Way to go Ron! I know where you'll be Thursday. Don't forget the pic. if you're lucky enough to catch it again.


----------



## Shortdrift (Apr 5, 2004)

This isn't the one I caught but thought you might like to see what a Tiger Trout looks like.


----------



## ARGEE (Apr 5, 2004)

I Have Heard Of Trouser Trout But Not Tiger Trout.....


----------



## misfit (Apr 5, 2004)

that is definitely a cool looking fish,and a real prize.now,at least you can sleep better,finally knowing what you caught  
i don't suppose you thought to take measurements for a replica mount of your "fish of a lifetime".it would sure make for an interesting wall decoration


----------



## ARGEE (Apr 5, 2004)

That Would Be Worth A Fortune On Ebay.......


----------



## Sir Gallon Hat (Sep 1, 2005)

Truly once in a lifetime thrill for you, and we all learn something new. Well done! 

According to the article, it looks like the brook trout is finally making its comeback in Ohio. I know of a few fragile streams where they scarcely breed here. The odds of something like a tiger trout in PA waters, where brookies are common and stable, are pretty far-flung. I would think that's an indication of, not only the species rehabilitation, but the growing integrity of small cold streams in this part of Ohio. I've been trying to keep up with the brook trout's story in NE Ohio, and it may be a stretch, but referenced with the latest info this seems like a solid extrapolation. 

other examples of tiger trout:

http://www.kneedeepclub.org/Stockings/2004/tiger.jpg 

http://www.silvermoonsprings.com/images/tiger1.jpg

Does the ODNR have some sort of Fish Ohio Award for rare species?


----------



## liquidsoap (Oct 22, 2005)

wow sweet fish, i am headed out to get me one right now
naaa but i hope i get me a steely
hew shortdrift, what did u get em on? minnows?


----------



## Fish On (Sep 1, 2004)

Shortdrift 
That was definetly a fish of a lifetime, you will never forget fishing the SDC . like I said I might go out fishing tomorrow or Friday let me know if you are available , Hey rest that elbow , you got to get that thing healed up so you can battle them Steelies ...LOL!!


Talk to you soon 
Fish On !!!


----------



## CoolWater (Apr 11, 2004)

Congratz Shortdrift!

So do you have a picture of the one you caught?! I'd love to see it, a very cool catch!

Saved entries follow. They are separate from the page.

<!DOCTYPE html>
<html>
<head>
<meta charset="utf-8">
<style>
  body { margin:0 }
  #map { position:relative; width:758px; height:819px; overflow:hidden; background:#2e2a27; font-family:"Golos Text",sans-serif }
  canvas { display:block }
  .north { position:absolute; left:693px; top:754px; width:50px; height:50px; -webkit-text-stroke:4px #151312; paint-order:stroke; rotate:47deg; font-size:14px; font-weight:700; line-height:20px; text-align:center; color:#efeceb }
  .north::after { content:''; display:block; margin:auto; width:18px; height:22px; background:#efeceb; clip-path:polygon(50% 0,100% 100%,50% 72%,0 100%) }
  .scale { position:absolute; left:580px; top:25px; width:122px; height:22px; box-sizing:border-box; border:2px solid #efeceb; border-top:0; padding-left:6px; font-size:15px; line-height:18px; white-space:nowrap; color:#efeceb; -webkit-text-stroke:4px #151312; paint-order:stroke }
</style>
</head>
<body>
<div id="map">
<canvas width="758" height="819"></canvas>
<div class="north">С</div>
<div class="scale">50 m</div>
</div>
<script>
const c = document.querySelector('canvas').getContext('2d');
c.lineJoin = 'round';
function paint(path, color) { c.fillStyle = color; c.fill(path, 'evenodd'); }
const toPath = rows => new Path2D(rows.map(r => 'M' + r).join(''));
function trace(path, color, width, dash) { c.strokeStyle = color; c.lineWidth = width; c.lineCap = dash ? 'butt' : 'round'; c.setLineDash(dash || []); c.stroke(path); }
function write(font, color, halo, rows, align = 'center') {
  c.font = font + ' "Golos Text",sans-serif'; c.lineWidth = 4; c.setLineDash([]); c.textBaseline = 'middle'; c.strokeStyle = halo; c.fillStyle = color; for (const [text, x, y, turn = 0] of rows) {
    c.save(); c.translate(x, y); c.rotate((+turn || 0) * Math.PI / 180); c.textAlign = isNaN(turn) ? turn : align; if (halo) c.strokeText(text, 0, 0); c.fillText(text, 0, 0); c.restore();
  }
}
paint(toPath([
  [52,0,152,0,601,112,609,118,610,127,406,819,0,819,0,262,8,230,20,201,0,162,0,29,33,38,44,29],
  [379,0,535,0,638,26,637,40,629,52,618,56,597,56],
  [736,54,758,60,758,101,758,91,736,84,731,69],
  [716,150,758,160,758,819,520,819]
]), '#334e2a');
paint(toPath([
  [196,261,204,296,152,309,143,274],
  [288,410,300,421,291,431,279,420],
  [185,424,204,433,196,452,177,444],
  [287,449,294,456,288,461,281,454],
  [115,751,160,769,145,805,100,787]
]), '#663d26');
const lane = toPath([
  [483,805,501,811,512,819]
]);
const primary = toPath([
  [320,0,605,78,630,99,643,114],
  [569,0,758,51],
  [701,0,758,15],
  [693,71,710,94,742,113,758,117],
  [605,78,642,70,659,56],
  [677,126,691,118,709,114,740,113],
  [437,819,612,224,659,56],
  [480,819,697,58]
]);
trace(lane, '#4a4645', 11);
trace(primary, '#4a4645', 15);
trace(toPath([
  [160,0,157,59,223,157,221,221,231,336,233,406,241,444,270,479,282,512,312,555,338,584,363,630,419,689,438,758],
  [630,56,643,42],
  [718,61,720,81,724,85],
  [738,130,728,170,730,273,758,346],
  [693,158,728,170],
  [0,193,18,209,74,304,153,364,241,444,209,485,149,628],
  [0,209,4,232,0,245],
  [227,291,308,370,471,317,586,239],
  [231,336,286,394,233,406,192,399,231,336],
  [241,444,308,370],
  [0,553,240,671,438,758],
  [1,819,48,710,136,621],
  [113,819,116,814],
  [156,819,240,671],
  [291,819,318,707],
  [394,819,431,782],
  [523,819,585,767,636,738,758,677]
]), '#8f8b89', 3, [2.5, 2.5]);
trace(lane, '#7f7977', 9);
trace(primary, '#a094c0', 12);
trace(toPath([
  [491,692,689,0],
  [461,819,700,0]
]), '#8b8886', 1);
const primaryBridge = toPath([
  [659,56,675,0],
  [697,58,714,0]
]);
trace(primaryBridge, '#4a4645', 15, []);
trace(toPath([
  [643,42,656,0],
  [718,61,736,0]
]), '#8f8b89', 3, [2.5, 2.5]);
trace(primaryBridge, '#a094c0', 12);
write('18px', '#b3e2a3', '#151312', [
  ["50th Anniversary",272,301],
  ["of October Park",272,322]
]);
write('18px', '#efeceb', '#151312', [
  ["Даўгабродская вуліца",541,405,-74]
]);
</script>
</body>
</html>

Years ago I caught a very small one, maybe 6", near a trout club. I was having an argument with a person over whether I was fishing on private property or not when the fish took my small spoon. At the time i didn't know what it was but had very vivid pictures of it in my head- I had my camera but with the guy yelling at me I just threw it back without snapping a photo and left. (didn't realize how rare the fish species was as I was new to trout fishing altogther) Later on, I came to find out the trout club down stream had a gate malfunction and they had lost an estimated 75% of their fish. Tigers, Brooks, Browns, and Rainbows were all part of their stock. Catching that fish is a bittersweet memory- I love that I have caught one, one of the most unique and beautiful color patterns of any fish- but don't even have it on my life list as I dont have 'proof'.

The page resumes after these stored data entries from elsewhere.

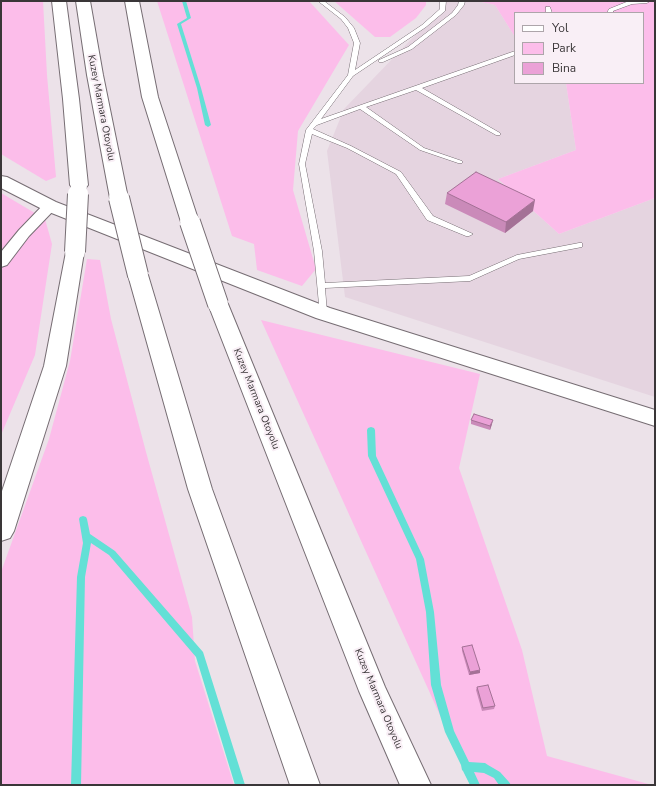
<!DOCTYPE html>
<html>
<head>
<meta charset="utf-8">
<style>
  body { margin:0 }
  #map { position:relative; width:656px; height:786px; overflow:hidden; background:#ece2e9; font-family:"Nunito Sans",sans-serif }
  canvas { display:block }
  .frame { position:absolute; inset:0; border:2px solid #3a3638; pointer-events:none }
  .legend { position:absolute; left:514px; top:12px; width:130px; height:72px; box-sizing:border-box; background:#f9eff6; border:1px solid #ada5aa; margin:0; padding:5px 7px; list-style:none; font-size:12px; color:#3a3638 }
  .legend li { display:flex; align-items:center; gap:8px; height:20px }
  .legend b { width:20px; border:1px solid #ada5aa }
</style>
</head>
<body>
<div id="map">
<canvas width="656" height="786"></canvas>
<div class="frame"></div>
<ul class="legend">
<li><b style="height:5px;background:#fff"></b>Yol</li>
<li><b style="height:11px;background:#fcbdea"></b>Park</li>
<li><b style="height:11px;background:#eba1d7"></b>Bina</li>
</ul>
</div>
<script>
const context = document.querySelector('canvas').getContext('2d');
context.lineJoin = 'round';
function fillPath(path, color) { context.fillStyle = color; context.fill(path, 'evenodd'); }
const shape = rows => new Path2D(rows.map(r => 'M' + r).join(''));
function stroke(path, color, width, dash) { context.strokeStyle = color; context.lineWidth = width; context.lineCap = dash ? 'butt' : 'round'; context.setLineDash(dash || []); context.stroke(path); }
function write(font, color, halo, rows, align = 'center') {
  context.font = font + ' "Nunito Sans",sans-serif'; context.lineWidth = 4; context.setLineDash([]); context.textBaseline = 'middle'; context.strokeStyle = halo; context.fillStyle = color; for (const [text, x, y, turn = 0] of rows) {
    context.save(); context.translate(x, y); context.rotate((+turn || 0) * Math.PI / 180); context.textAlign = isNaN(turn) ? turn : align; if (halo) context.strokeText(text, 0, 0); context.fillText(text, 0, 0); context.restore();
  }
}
fillPath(shape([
  [448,1,477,1,495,5,515,37,515,83,566,83,576,150,498,179,559,234,655,198,655,397,345,297,327,151,344,109]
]), '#e5d4e0');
fillPath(shape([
  [1,1,43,1,47,75,56,177,46,181,1,154],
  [157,1,309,1,349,45,298,131,293,190,316,269,302,286,257,270,254,244,232,236],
  [334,1,426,1,426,5,416,18,390,37,375,37],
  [477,1,655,1,655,198,559,234,498,179,576,150,566,83,643,83,643,13,515,13,515,37,495,5],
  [1,193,45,219,52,244,35,355,1,435],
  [87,259,100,260,111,319,146,452,192,617,195,661,234,785,1,785,1,572,49,439,70,361],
  [261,320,480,374,459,468,522,650,547,756,652,785,479,785,458,755]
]), '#fcbdea');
fillPath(shape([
  [182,1,186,1,191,18,181,24,201,88,211,125,208,127,205,125,197,88,177,24,187,18,182,1],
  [371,427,374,428,375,430,376,456,424,559,434,612,441,685,454,731,469,762,485,763,488,765,500,772,509,782,511,785,499,785,494,778,484,773,474,772,480,785,470,785,463,771,462,770,461,765,445,732,431,685,426,612,416,559,368,456,367,430,368,428,371,427],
  [83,516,86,517,87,519,90,534,115,551,203,652,245,785,235,785,196,657,109,555,91,543,85,577,81,785,71,785,77,577,83,543,79,519,80,517,83,516]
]), '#63e0d6');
const lane = shape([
  [318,1,324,1,345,17,354,28,360,43,355,70,422,25,440,9,440,1,446,1,445,11,426,27,353,76,321,119,515,51,515,55,422,88,500,133,500,135,496,135,416,90,366,107,424,148,462,161,462,163,458,163,420,150,360,109,317,125,313,129,351,146,401,172,433,216,473,234,469,236,466,236,427,220,396,174,347,148,312,134,305,164,322,251,325,283,469,276,517,255,579,243,582,243,582,247,519,259,470,281,325,288,327,313,326,315,320,315,314,251,299,164,306,130,348,75,354,43,348,28,341,19,318,1],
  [459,1,465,1,464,5,456,15,412,49,383,62,379,62,379,60,408,47,452,13,458,5,459,1],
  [629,1,650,1,647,3,632,4,613,11,613,13,607,13,609,9,629,1],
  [546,7,550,7,552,13,546,13,546,7]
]);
const street = shape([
  [50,202,55,203,57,206,55,209,29,236,7,265,1,267,1,252,19,230,45,203,50,202]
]);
const secondary = shape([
  [1,176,7,177,56,202,330,308,655,410,655,426,316,318,44,210,1,188,1,176]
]);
const highway = shape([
  [52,1,66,1,79,99,88,185,85,189,79,190,73,189,70,185,63,99,52,1],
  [76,1,90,1,103,75,128,198,125,202,119,203,113,202,110,198,87,75,76,1],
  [125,1,139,1,158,97,199,222,196,226,190,227,184,226,181,222,142,97,125,1],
  [75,246,82,248,84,252,66,366,14,531,10,538,1,541,1,494,44,366,66,252,68,248,75,246],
  [138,269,145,271,148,275,212,489,320,785,290,785,188,489,128,275,131,271,138,269],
  [218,297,225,299,228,304,385,687,431,785,400,785,359,691,208,304,211,299,218,297]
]);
stroke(lane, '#766d73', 1);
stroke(street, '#766d73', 2);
stroke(secondary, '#766d73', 2);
stroke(highway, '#766d73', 2);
fillPath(lane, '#fff');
fillPath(street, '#fff');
fillPath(secondary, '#fff');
fillPath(highway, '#fff');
const highwayBridgeFar1 = shape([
  [78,195,79,185]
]);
const highwayBridge = shape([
  [119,198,138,275],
  [190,222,218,304],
  [75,252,78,194]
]);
stroke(highwayBridgeFar1, '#766d73', 16, []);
stroke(highwayBridge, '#766d73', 22, []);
stroke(highwayBridgeFar1, '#fff', 16);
stroke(highwayBridge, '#fff', 20);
fillPath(shape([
  [447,193,533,211,505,233,445,204],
  [471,420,492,424,490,430,471,424],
  [462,647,480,673,469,675,462,651],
  [477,687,495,706,494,709,482,711,476,690]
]), '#ca8ab9');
fillPath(shape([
  [535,200,533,211,505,233,506,222],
  [493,420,492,424,490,430,490,426],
  [480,670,480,673,469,675,470,672]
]), '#a47196');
const building = shape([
  [476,172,535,200,506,222,447,193,476,172],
  [474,414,493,420,490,426,471,420,474,414],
  [472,645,480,670,470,672,462,647,472,645],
  [488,685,495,706,483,708,477,687,488,685]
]);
fillPath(building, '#eba1d7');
stroke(building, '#a47196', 1);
write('10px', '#3a3638', '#f9eff6', [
  ["Kuzey Marmara Otoyolu",101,108,79],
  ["Kuzey Marmara Otoyolu",256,399,68],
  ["Kuzey Marmara Otoyolu",378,699,67]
]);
</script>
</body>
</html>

I should add that your fish is way more awesome not only due to the size but that you caught it in a situation where it was completely wild. It might not have propogated in nature or whatever but certainly was far far away from where it was stocked as well as surely older than a recently stocked fish.

In my book that certainly is a fish of a lifetime! My best chance is either getting rich to join that trout club or hope for another gate malfunction!


----------



## Shortdrift (Apr 5, 2004)

The ODNR is adding the stream that I caught the tiger to their survey list for this summer.
I like the suggestion of the replica mount and am looking into that. I don't think I need the exact measurements to provide me all the satisfaction I'll get each time I look at the mount. I know the fish was around 11" based on my handspan.
The last time I was this enthused over catching a fish was 44 years ago when I caught my first large musky. 
WOW!!! Am I pumped!


----------



## CoolWater (Apr 11, 2004)

Well it is an awesome catch and surely one that deserves as many comments and posts as you want to offer! I'm sure your replaying the catch in your mind all the time... seeing it in the net... the shock of the species...- aren't those memories awesome?! To me, thats what fishing is all about...

I know your catch has invigorated my fishing spirit!


----------